Declarative ETL Cost Savings

Legacy ETL solutions are a procedural programming exercise. An ETL process starts with a source query pulling data, then through some workflow steps the data transformations are executed with data finally applied at the destination. Intelligent Integration’s Json document framework fundamentally changes the traditional paradigm from procedural programming to declarative.

In declarative programming the goal is to declare “what” should be done vs “how” it should be done. More precisely, the “what” and the “how” is seperated. In it’s application of Intelligent Integration’s Declarative ETL, the “how” is a mixture computer code and configuration data. The “what” is a data dictionary of metadata. When data is inputted, the data dictionary is saying what should be done with the data.

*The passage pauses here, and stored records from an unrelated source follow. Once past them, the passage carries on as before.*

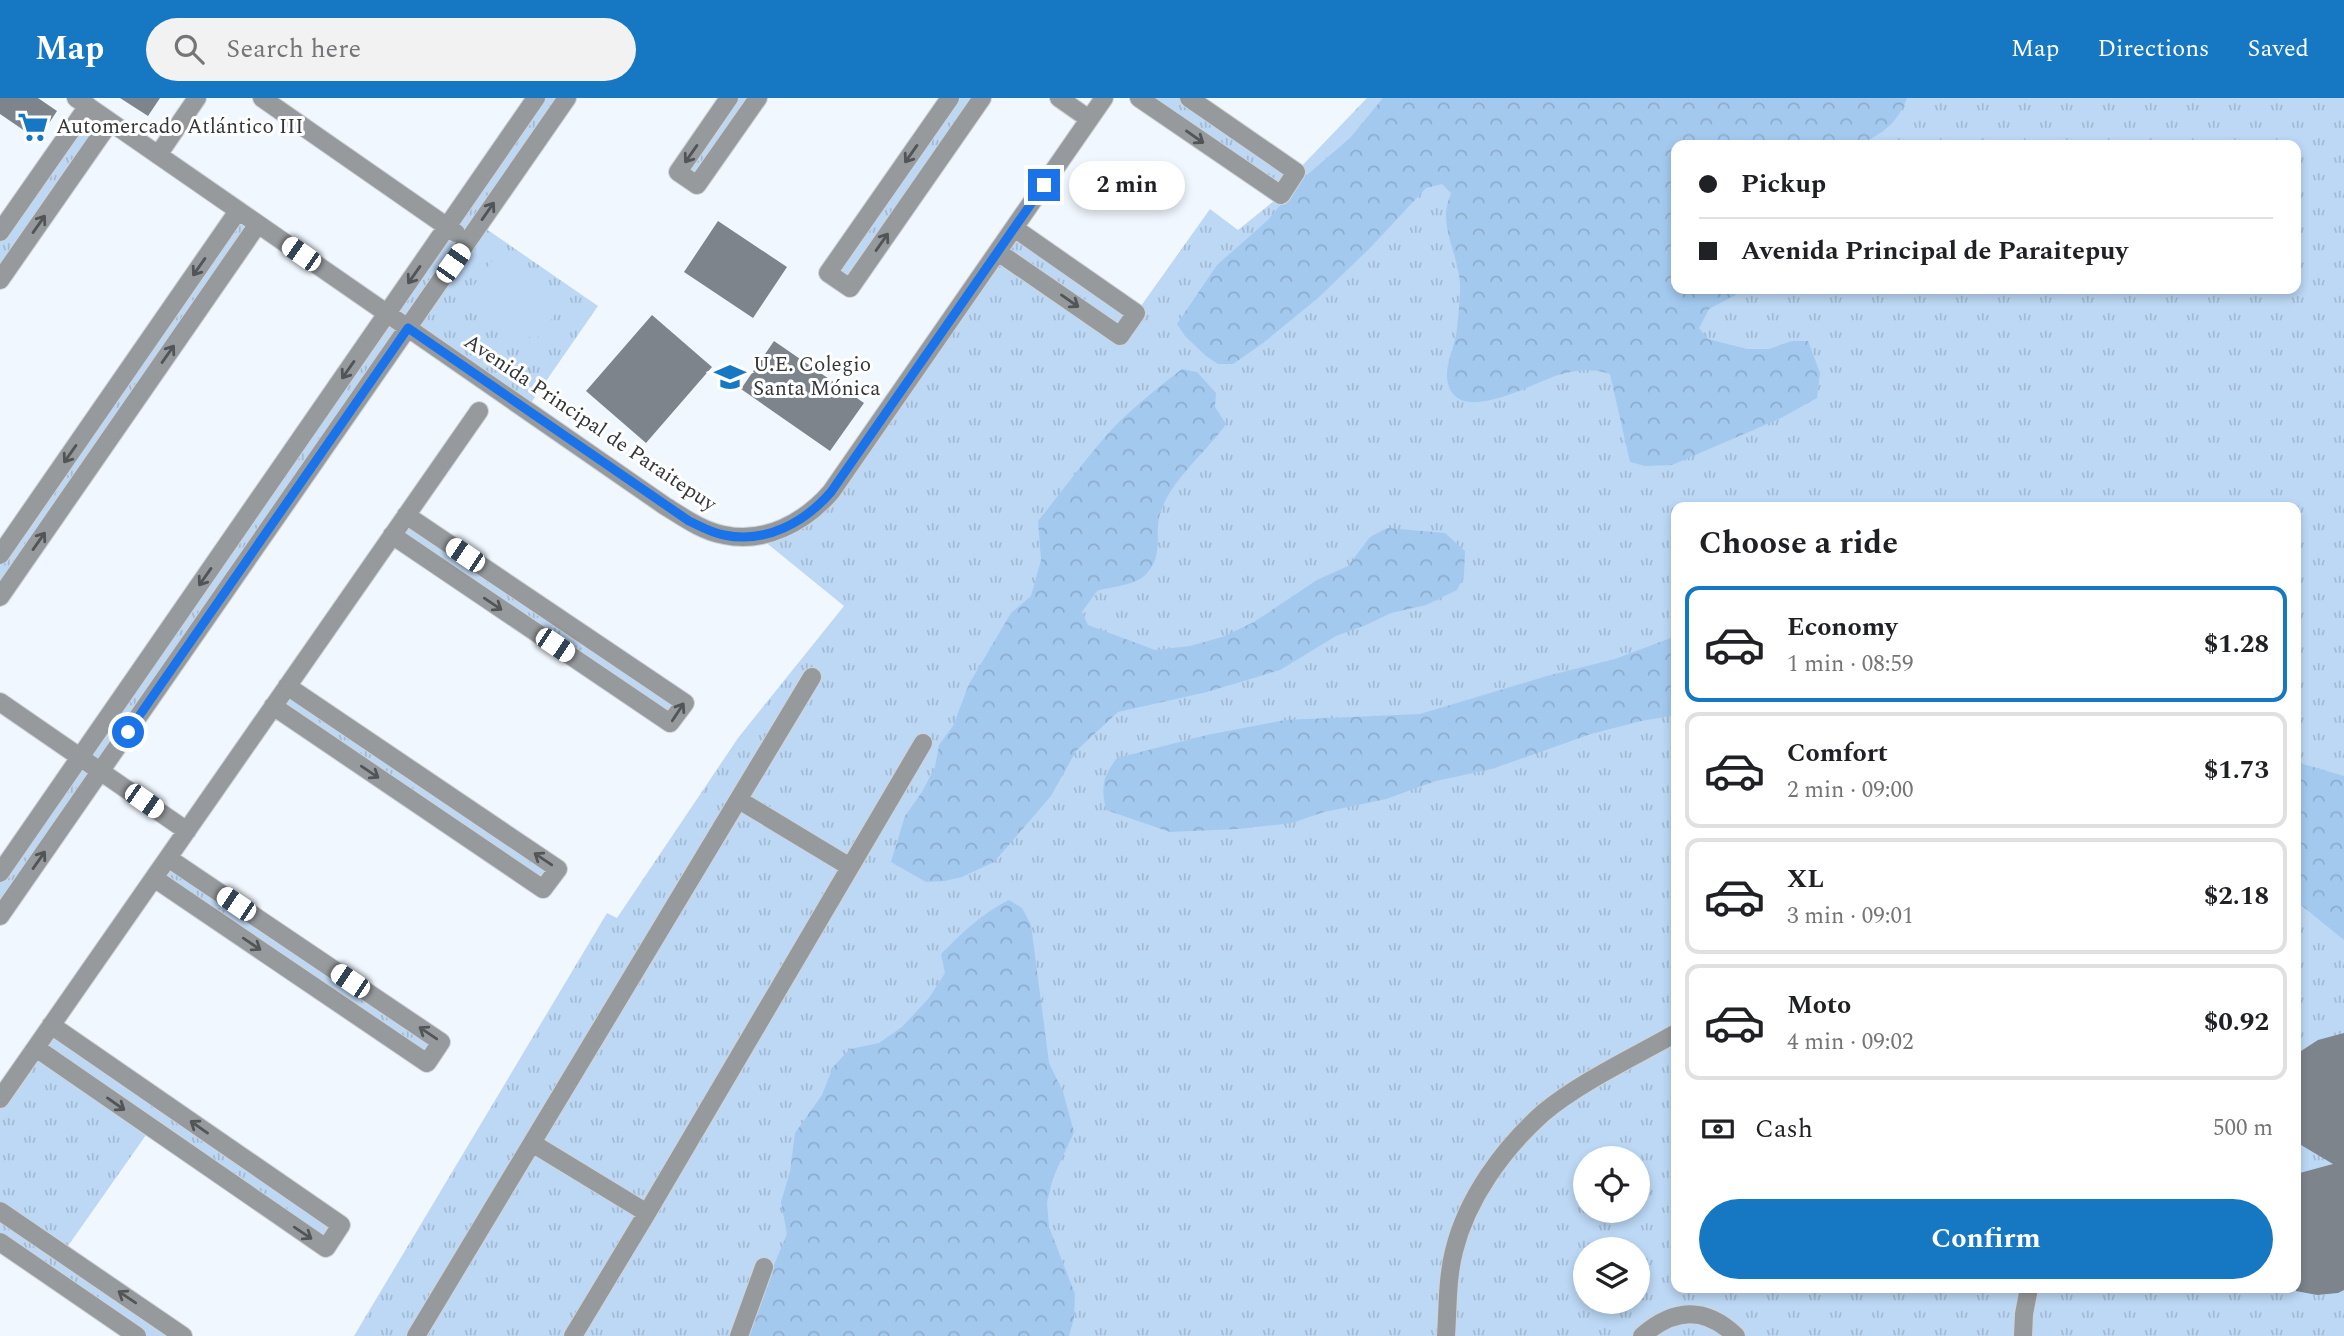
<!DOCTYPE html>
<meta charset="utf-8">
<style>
body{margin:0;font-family:Spectral,serif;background:#f2f2f2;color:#202124;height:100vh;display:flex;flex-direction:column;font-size:26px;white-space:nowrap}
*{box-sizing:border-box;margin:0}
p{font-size:23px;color:#757577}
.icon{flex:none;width:38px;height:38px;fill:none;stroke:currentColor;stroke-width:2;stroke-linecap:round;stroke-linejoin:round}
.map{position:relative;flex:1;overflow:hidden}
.side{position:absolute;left:1671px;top:404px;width:630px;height:791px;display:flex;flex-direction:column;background:#fff;border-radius:14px;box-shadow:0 4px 10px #0003}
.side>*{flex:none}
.top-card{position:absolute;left:1671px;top:42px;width:630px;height:154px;border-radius:14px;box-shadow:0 4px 10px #0003;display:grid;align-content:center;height:154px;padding:0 28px;background:#fff}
.controls{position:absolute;left:1573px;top:1048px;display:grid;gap:14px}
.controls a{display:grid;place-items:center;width:77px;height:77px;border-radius:50%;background:#fff;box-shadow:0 4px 10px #0003;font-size:35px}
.end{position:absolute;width:32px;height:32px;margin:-16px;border:9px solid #1a73e8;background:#fff;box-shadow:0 0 0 4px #fff}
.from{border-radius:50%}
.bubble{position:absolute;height:49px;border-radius:24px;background:#fff;box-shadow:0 4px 10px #0003;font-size:23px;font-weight:700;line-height:49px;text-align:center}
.car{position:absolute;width:21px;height:42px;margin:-21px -10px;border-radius:9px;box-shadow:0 0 5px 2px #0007;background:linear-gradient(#fff 24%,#345 0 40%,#fff 0 76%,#345 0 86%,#fff 0)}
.top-card b{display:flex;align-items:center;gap:24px;height:66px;font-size:26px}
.top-card b+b{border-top:2px solid #e0e0e0}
.top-card i{width:18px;height:18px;background:#202124}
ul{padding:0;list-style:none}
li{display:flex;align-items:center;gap:21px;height:116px;margin:0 14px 10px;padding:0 14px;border:4px solid #e0e0e0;border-radius:14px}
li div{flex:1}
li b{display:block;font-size:26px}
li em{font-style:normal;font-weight:700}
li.selected{border-color:#1677c3}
li>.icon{width:63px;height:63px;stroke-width:1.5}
h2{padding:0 28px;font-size:32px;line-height:84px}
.pay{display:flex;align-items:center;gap:18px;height:77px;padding:0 28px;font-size:26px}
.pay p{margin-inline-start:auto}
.primary-button{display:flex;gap:14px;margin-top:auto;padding:14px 28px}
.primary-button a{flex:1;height:80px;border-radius:42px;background:#1677c3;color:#fff;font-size:28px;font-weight:700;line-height:80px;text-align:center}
header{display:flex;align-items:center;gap:42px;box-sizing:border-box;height:98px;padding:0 35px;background:#1677c3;color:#fff}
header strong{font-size:33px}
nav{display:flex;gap:38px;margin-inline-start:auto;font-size:24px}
.search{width:490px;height:63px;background:#f2f2f2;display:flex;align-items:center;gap:18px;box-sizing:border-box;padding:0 24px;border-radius:38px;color:#757577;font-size:26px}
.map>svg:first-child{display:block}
.grass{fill:url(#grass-tufts);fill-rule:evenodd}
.forest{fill:url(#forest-crowns)}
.pitch{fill:#bcd8f5}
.building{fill:#7d848b}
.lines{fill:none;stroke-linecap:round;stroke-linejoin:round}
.minor-casing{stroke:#cfd4db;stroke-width:20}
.minor{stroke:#979a9d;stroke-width:18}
.oneway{stroke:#525558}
.route{stroke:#1a73e8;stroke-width:9}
.labels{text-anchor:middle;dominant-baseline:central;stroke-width:6;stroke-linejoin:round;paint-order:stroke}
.poi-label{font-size:21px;fill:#34373a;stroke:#fff;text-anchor:start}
.street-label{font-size:21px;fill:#34373a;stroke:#fff}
</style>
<header>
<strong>Map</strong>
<div class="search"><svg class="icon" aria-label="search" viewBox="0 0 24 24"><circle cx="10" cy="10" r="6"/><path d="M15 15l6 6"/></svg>Search here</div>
<nav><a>Map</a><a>Directions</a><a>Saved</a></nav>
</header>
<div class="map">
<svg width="2344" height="1238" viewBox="0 0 2344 1238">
<defs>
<pattern id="grass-tufts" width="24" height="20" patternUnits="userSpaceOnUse" patternTransform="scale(1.75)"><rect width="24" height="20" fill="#bcd8f5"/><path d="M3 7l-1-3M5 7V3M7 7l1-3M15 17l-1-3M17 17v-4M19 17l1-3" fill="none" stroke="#a2bad3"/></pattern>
<pattern id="forest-crowns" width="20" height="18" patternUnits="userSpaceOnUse" patternTransform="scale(1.75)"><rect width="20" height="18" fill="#a3c9ef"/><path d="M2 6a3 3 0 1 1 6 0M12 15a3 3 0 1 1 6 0" fill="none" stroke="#8dadce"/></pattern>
</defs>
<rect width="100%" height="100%" fill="#f1f7fe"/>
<path class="grass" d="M536 0H567L479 126 598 208 526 312 408 230 0 818V775Z
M729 0H758L697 87 678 74Z
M950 0H982L850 190 828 175Z
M1139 0H1189L1296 74 1367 0H2344V1238H354L607 815 617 820 738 640 844 508 758 438 806 418 1014 130 1136 215 1210 111 1238 132 1280 98ZM1676 47H2296V191H1676ZM1676 410H2296V1190H1676ZM1586 1060H1638V1113H1586ZM1586 1152H1638V1204H1586Z
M88 8 110 24 0 182V134Z
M238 113 258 126 0 499V457Z
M406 417 685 605 670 625 392 437Z
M287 588 558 771 543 791 273 608Z
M168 760 441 944 427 965 154 780Z
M51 927 341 1127 326 1150 151 1030 63 1155 183 1238H137L0 1144V1001Z"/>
<path class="forest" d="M1383 0H1907C1897 26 1883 35 1859 47H1676V191H1747L1709 211 1699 230 1708 241 1747 251H1769L1792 243H1808L1820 275 1817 300 1781 320 1672 367 1645 368 1630 364 1610 276C1591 270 1577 272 1558 277 1532 285 1453 332 1447 280 1446 267 1453 251 1456 238 1458 224 1459 210 1460 195 1462 168 1446 143 1446 116 1446 109 1449 101 1451 95L1442 86 1426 90 1370 150 1318 200 1263 245 1233 266H1218L1206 258 1185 238 1177 226 1217 167 1268 122 1300 83 1350 40Z
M1182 271 1197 274 1216 295 1215 309 1226 326C1206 355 1173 379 1161 413 1153 434 1165 455 1147 475 1137 488 1112 488 1097 493L1082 514 1088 527 1155 552 1190 548 1222 539 1254 524 1317 482 1348 468 1370 439 1387 430 1445 435 1465 453 1464 478 1457 492 1426 507 1391 515 1366 527 1336 538 1280 572 1207 594 1118 614 1076 653 1051 698 994 764 962 779 944 783 926 784 891 764 905 718 922 694 935 669 939 647 953 628 969 586 1011 515 1031 498 1041 462 1038 423C1064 391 1088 357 1116 327 1136 307 1160 288 1182 271Z
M1676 538V617L1641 623 1591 636 1492 671 1436 683 1386 701 1324 714 1292 725 1237 731 1170 734 1106 712C1101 689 1102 680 1117 660L1207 637 1285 622 1420 616 1547 578 1615 561Z
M2296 661 2303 666 2344 678V842L2296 803Z
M1009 802 1022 810 1031 827 1049 965 1063 994 1074 1034 1053 1080 1047 1104 1049 1129 1075 1196 1074 1220 1069 1238H728L769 1179 787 1136 781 1104 790 1074 795 1035 822 997 833 969 850 951 879 945 902 929 929 900 945 875 941 856C962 835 982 815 1009 802Z"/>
<path class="pitch" d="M500 152 566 202 535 243 469 194Z"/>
<path class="building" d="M0 0H38L57 13 38 42 0 16Z
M120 0H160L148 18Z
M718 123 787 169 753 220 684 174Z
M652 217 712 269 646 345 586 293Z
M774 243 864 305 830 353 741 291Z
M2344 935V1192L2338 1195 2317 1197 2296 1193V1076L2333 1066 2301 1047 2296 1040V959L2301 953 2318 942Z"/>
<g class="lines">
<g class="minor-casing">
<path id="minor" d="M76 0 665 408C683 419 702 433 724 437 765 446 805 424 831 394L1104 0
M262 0 456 135
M729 0 678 74 697 87 758 0
M950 0 828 175 850 190 982 0
M1059 0 1089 21
M1139 0 1281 97 1296 74 1189 0
M158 57 197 0
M0 134 88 8
M998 154 1120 238 1136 215 1014 130
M0 182 110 24
M392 437 670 625 685 605 406 417
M0 457 238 113
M0 499 258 126
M0 604 187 733
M273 608 543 791 558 771 287 588
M739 702 850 769
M0 775 536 0
M154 780 427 965 441 944 168 760
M0 818 567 0
M36 950 326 1150 341 1127 51 927
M0 1001 479 313
M532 1045 647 1115
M0 1113 183 1238
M0 1144 137 1238
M416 1238 812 579
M573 1238 647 1115 923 645
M739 1238 764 1169
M1446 1238C1448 1209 1447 1181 1454 1153 1467 1100 1503 1051 1543 1015 1580 984 1634 959 1676 935
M1642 1238C1674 1210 1705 1208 1736 1238
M2023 1238 2024 1216 2029 1190"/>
</g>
<use href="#minor" class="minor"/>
</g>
<defs><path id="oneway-shaft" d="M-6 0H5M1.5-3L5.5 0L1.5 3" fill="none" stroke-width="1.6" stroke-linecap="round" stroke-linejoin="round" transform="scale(1.75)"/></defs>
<g class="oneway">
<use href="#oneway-shaft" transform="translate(1195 39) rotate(35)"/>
<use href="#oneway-shaft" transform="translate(691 56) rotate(125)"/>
<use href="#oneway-shaft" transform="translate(911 56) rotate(125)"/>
<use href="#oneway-shaft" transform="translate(488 113) rotate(-55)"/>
<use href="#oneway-shaft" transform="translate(39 126) rotate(-55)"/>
<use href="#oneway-shaft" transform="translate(882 144) rotate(-55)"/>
<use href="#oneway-shaft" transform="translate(199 169) rotate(125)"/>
<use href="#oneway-shaft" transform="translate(414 177) rotate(125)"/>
<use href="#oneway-shaft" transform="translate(1070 203) rotate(35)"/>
<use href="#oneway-shaft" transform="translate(168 256) rotate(-55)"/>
<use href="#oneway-shaft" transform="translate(348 272) rotate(125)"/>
<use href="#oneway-shaft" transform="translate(70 356) rotate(125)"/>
<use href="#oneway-shaft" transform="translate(39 443) rotate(-55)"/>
<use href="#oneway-shaft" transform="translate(205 479) rotate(125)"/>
<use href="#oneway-shaft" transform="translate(493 506) rotate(34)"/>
<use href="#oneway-shaft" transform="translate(678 614) rotate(-57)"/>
<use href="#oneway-shaft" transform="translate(370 674) rotate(34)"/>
<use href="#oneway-shaft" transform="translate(543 761) rotate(-146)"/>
<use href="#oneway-shaft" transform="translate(39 762) rotate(-55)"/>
<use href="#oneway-shaft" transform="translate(252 846) rotate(34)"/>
<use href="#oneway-shaft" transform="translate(428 935) rotate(-146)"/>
<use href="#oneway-shaft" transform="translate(116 1006) rotate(35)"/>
<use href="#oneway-shaft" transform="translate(199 1029) rotate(-145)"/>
<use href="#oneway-shaft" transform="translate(303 1135) rotate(34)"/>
<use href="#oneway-shaft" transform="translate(127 1199) rotate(-146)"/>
</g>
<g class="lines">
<path class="route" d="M128 634 408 230 689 423C700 428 712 435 724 437 766 446 805 424 831 394L1044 87"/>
</g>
<defs>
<g id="supermarket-bare" transform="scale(2.415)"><path d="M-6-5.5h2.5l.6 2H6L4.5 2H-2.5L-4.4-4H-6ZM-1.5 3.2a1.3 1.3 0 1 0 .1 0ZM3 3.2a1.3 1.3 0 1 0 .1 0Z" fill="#1677c3" stroke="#fff" stroke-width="2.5" paint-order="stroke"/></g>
<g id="school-bare" transform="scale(2.415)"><path d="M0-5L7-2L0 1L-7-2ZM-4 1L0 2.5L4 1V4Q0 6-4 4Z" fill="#1677c3" stroke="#fff" stroke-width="2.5" paint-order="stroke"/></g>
</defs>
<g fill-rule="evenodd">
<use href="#supermarket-bare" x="33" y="29"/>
<use href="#school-bare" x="730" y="279"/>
</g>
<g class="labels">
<g class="poi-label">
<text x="56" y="29">Automercado Atlántico III</text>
<text x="753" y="267">U.E. Colegio<tspan x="753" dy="24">Santa Mónica</tspan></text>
</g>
<g class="street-label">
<text transform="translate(590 325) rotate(34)">Avenida Principal de Paraitepuy</text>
</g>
</g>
</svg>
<div class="controls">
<a><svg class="icon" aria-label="locate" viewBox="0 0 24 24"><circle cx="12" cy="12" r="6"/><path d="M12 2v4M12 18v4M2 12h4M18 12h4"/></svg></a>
<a><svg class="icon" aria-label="layers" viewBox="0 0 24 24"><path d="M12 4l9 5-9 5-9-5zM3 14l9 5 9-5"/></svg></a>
</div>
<i class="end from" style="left:128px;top:634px"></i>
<i class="end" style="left:1044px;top:87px"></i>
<div class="bubble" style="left:1069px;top:63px;width:116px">2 min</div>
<i class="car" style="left:301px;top:156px;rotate:305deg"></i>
<i class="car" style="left:453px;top:165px;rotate:35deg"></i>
<i class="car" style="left:465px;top:457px;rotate:304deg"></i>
<i class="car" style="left:555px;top:547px;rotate:124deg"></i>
<i class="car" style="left:144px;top:703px;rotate:125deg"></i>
<i class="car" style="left:236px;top:806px;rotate:304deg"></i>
<i class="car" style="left:350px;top:883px;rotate:304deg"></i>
<div class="top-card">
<b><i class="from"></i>Pickup</b>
<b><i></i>Avenida Principal de Paraitepuy</b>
</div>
<section class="side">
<h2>Choose a ride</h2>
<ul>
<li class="selected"><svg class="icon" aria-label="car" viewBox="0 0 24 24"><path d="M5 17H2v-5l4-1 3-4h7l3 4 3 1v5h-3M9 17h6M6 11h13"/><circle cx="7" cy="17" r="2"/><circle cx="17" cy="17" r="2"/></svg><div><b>Economy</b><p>1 min · 08:59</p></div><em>$1.28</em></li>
<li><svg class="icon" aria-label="car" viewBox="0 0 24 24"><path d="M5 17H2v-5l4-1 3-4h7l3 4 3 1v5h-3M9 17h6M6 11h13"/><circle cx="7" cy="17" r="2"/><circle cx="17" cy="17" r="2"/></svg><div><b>Comfort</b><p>2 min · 09:00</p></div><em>$1.73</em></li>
<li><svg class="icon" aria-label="car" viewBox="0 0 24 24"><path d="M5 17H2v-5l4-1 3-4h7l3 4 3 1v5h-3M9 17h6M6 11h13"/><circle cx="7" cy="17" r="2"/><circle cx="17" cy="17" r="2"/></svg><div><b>XL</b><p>3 min · 09:01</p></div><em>$2.18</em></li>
<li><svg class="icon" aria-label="car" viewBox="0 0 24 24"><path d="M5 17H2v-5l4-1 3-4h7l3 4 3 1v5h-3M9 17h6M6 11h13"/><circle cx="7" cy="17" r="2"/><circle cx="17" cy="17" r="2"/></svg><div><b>Moto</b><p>4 min · 09:02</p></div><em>$0.92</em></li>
</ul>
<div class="pay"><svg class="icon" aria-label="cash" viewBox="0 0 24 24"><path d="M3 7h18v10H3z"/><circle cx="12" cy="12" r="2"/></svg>Cash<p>500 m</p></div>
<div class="primary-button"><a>Confirm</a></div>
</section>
</div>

Another way to look at this is that Intelligent Integration has separated metadata from computer code. It has also separated configuration from implementation. So after the initial installation and configuration of the Intelligent Integration server, the ETL designer can focus on implementing only business requirements because ETL technical requirements have already been configured will be automatically applied.

Legacy ETL solutions uses building blocks of code. Their IDEs have a toolbar of icons that are dropped into a workflow designer. Each code block is designed to solve a very discrete ETL task. Intelligent Integration code is designed to implement the end results of the entire data model.

Intelligent Integration’s declarative approach is far more efficient at change management. First thing is most “change” is not a code change, it is just metadata. Need to change mappings or schema? No coding required. When there is a need for an actual code change, Intelligent Integration is still more efficient. The declarative framework has the same advantage of object oriented programming of a write once.